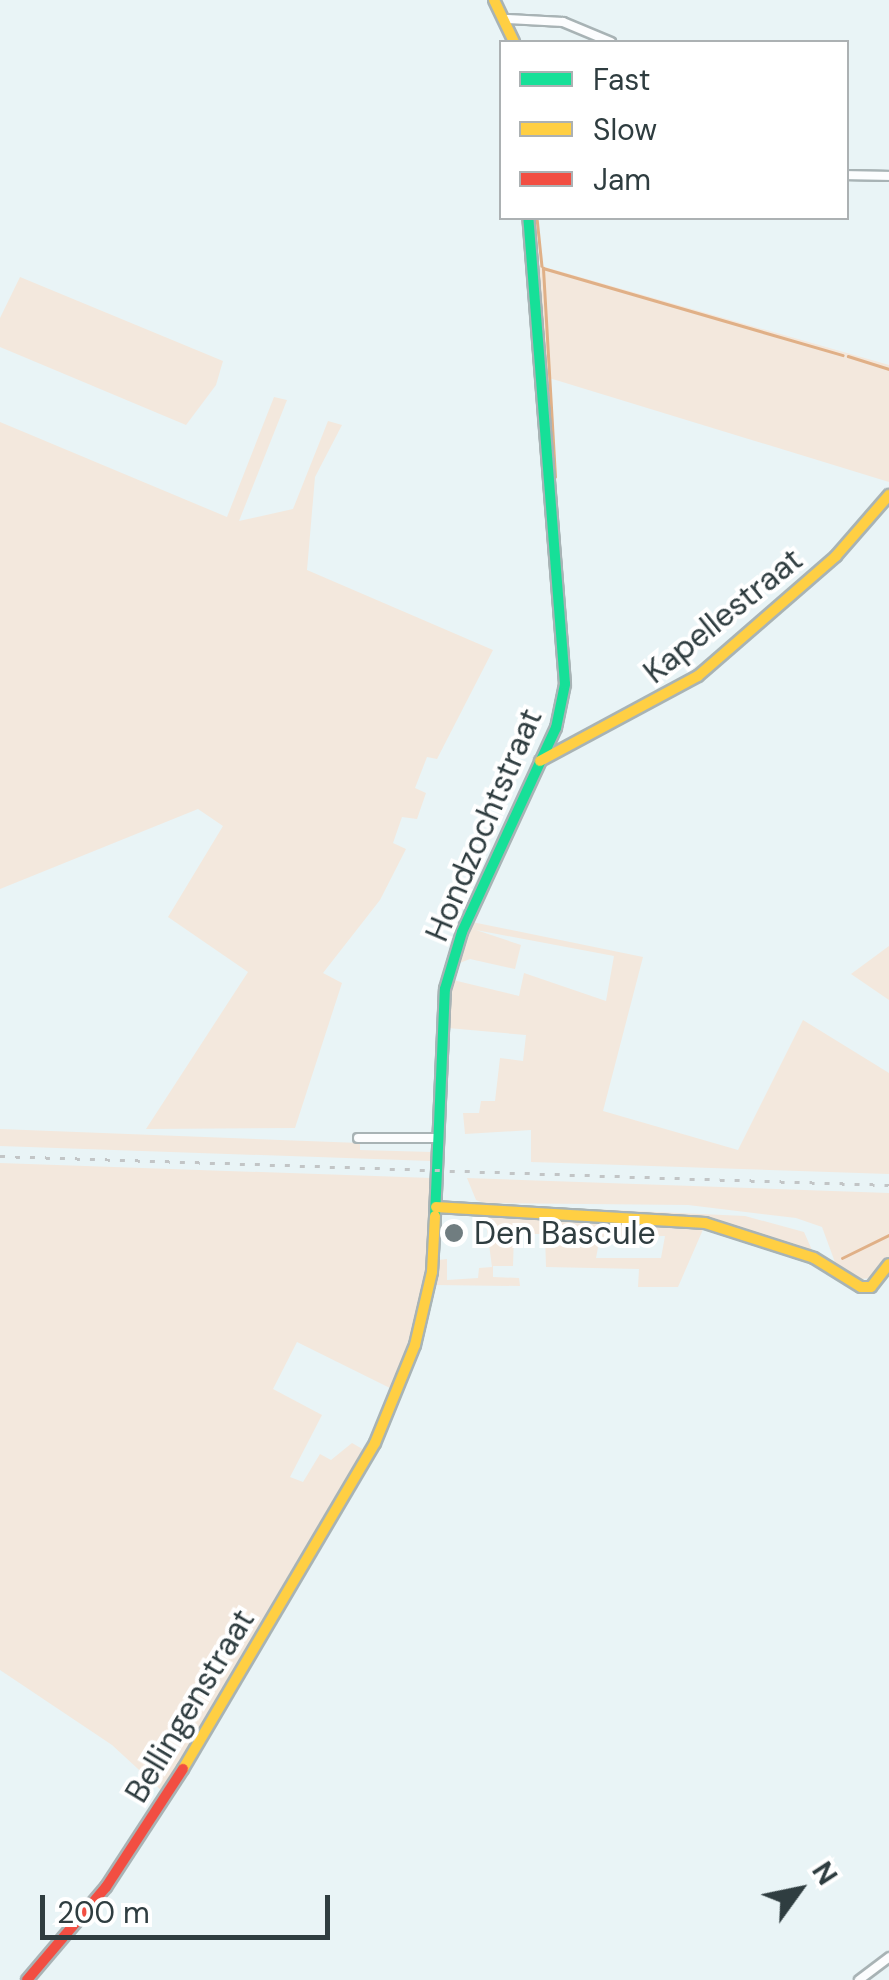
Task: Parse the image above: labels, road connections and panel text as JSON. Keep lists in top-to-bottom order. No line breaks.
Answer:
{"streets":{"street":["Kapellestraat","Hondzochtstraat","Bellingenstraat"]},"crossings":[["Kapellestraat","Hondzochtstraat"],["Hondzochtstraat","Bellingenstraat"]],"places":["Den Bascule"],"legend":["Fast","Slow","Jam"],"scale_bar":"200 m","north":"top right"}
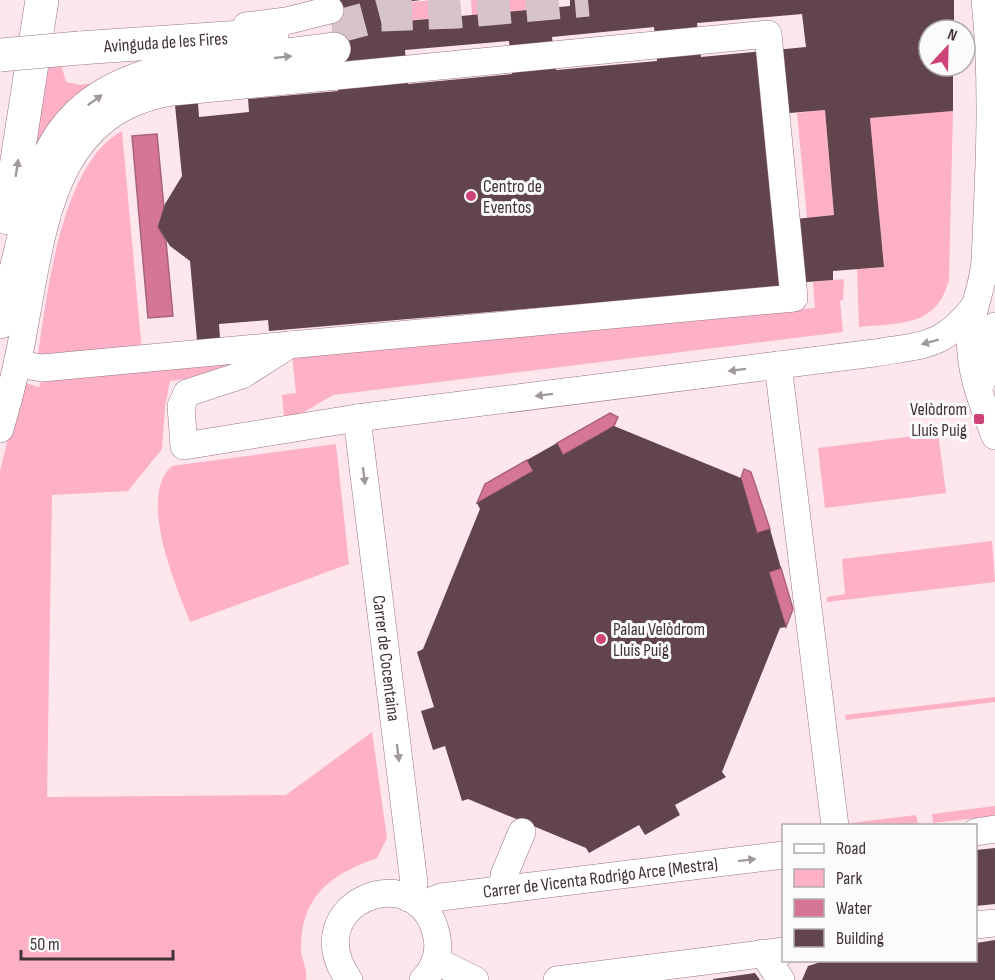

========================================

- _BRIEF_: The listing above must be repeated exactly, apart from the pictures.

- _SOLUTION BELOW_:
Task: Parse the image above: labels, road connections and panel text as JSON. Keep lists in top-to-bottom order. No line breaks.
Answer:
{"streets":{"street":["Kapellestraat","Hondzochtstraat","Bellingenstraat"]},"crossings":[["Kapellestraat","Hondzochtstraat"],["Hondzochtstraat","Bellingenstraat"]],"places":["Den Bascule"],"legend":["Fast","Slow","Jam"],"scale_bar":"200 m","north":"top right"}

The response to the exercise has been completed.